Children's Inn at NIH offers youths with rare diseases hope, and a place to bond
Friday, February 25, 2011; 10:52 PM
In the bright, airy atrium, an Argentine boy and a Jamaican boy watch, transfixed, as a boy from Utah plays on an Xbox. A Ukrainian family sits down to an early dinner while a British teenager rummages in the refrigerator for a snack as the smell of Caribbean chicken curry wafts overhead.
All are enjoying the normal trappings of family life. At the same time, they are painfully conscious of life's fragile thread.
This looks like a posh summer camp, complete with pool tables, basketball court, arts room and Wednesday night bingo games. But the "camp" is on the grounds of the Children's Inn at the National Institutes of Health in Bethesda. And the children have some of the world's most rare and mystifying diseases that have led their hometown doctors to throw up their hands in despair.
Accompanied by their families, they come here in a last-ditch effort to be saved. Their treatment is paid for by NIH, which spends hundreds of millions of dollars a year developing trial therapies of the type that these children participate in.
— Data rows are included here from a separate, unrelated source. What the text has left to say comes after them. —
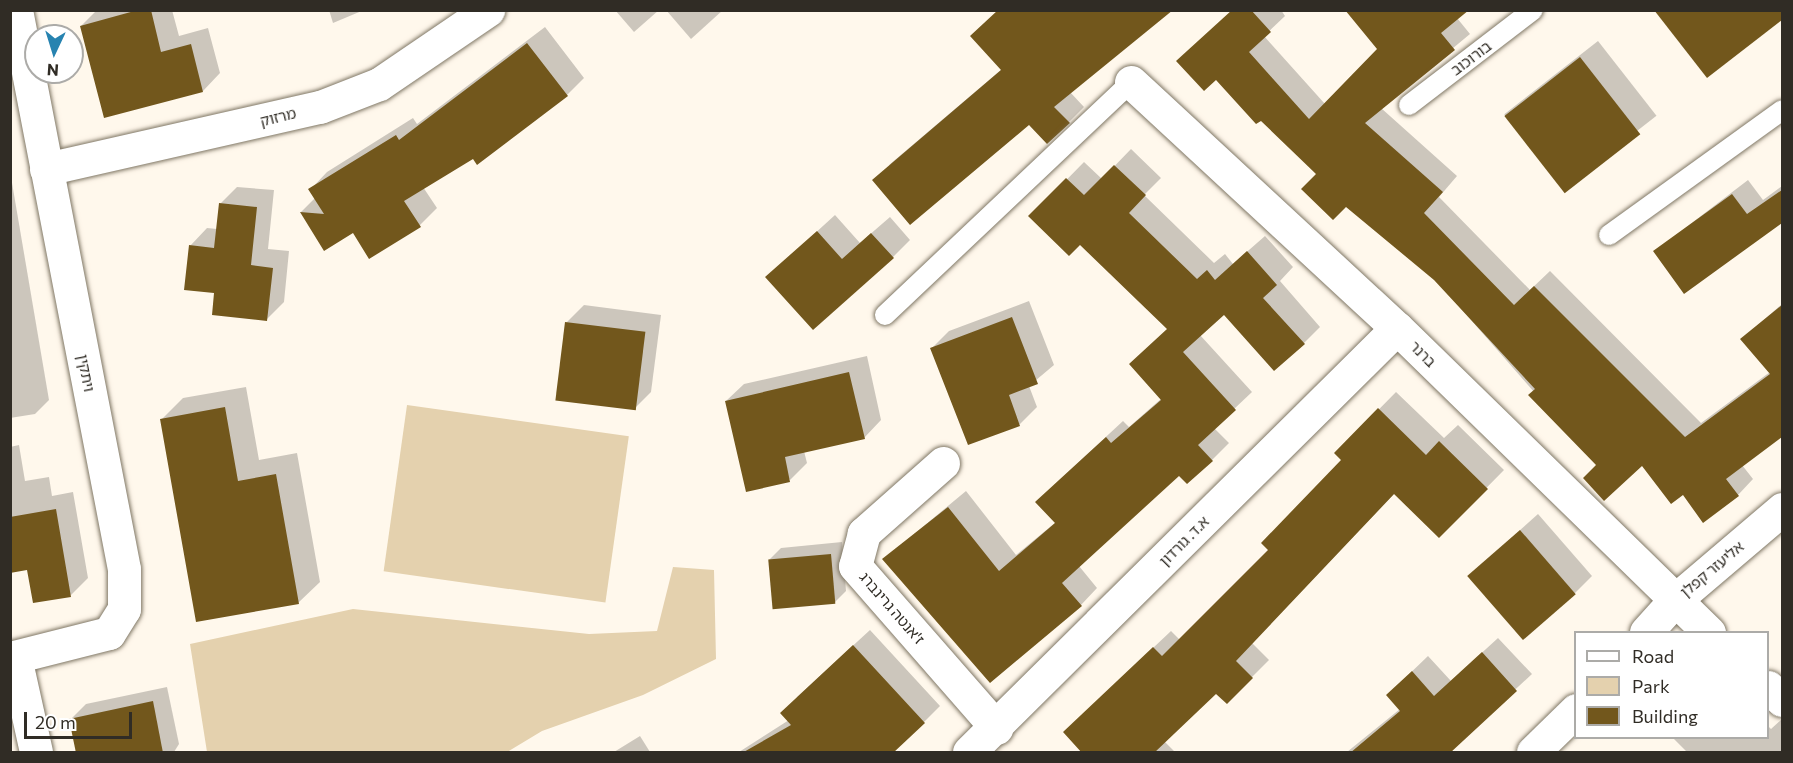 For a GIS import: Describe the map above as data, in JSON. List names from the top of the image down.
{
  "streets": {
    "street": [
      "מרזוק",
      "ברנר",
      "ויתקין",
      "א.ד. גורדון",
      "אליעזר קפלן",
      "ז'אנטה גרינברג"
    ],
    "lane": ["בורוכוב"]
  },
  "crossings": [
    ["מרזוק", "ויתקין"],
    ["ברנר", "א.ד. גורדון"],
    ["ברנר", "אליעזר קפלן"],
    ["א.ד. גורדון", "ז'אנטה גרינברג"]
  ],
  "legend": ["Road", "Park", "Building"],
  "scale_bar": "20 m",
  "north": "bottom"
}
Despite this access to cutting-edge research, many children ultimately die of the diseases that brought them to Bethesda.
The Inn offers the families 59 private rooms that connect to common playrooms, kitchens and lounges, including an oversize fireplace that gives the 72,000-square-foot facility the feel of a ski lodge.
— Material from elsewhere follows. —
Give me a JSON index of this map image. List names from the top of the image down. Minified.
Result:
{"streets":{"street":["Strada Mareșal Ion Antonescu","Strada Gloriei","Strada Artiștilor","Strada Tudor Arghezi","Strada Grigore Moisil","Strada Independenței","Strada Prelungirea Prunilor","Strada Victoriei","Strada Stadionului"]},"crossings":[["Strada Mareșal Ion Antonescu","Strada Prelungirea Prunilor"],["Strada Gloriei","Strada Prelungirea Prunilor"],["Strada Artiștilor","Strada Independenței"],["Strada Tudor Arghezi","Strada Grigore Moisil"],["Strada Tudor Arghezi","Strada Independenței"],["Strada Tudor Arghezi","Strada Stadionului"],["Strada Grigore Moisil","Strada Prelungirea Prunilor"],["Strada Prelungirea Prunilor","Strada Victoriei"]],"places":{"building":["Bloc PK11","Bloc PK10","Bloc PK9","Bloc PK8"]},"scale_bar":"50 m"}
Each year, about 1,500 children and young adults check in, and many find themselves forming tight friendships with other families.
"This woman from Russia, her son has the same thing our daughter has," said Sam Pauani of Newburgh, N.Y., who for two years has been coming to the Inn with his 3-year-old daughter, Quinn, so she can be treated for a rare inflammatory disease. "We've met people from India, Russia, Australia. Everyone's kind of in the same boat: Either the doctors [at home] don't know what's wrong, or they can't do anything."
Families from the United States tend to stay for shorter periods, returning as necessary for additional treatment and monitoring.
International visitors, who make up 10 percent of the families, stay longer, in part because of the expense and difficulty of traveling. For them, the Inn becomes their home in America.
When Benjamin Lopez and his parents arrived at the Inn from Chile three years ago, the boy, now 5, was so sick that Chilean doctors had given up hope of stopping the infectious abscesses ravaging his brain, lungs and bones. Afflicted with a rare immune system disorder, he could not walk or talk.
During their time at the Inn, Benjamin's family has become adept at helping newcomers adjust.
"When you see a family come and seem totally lost, you go help them, and if you speak their language, you tell them that they're not the only ones going through this and that they are safe here," said his mother, Alejandra Lorca.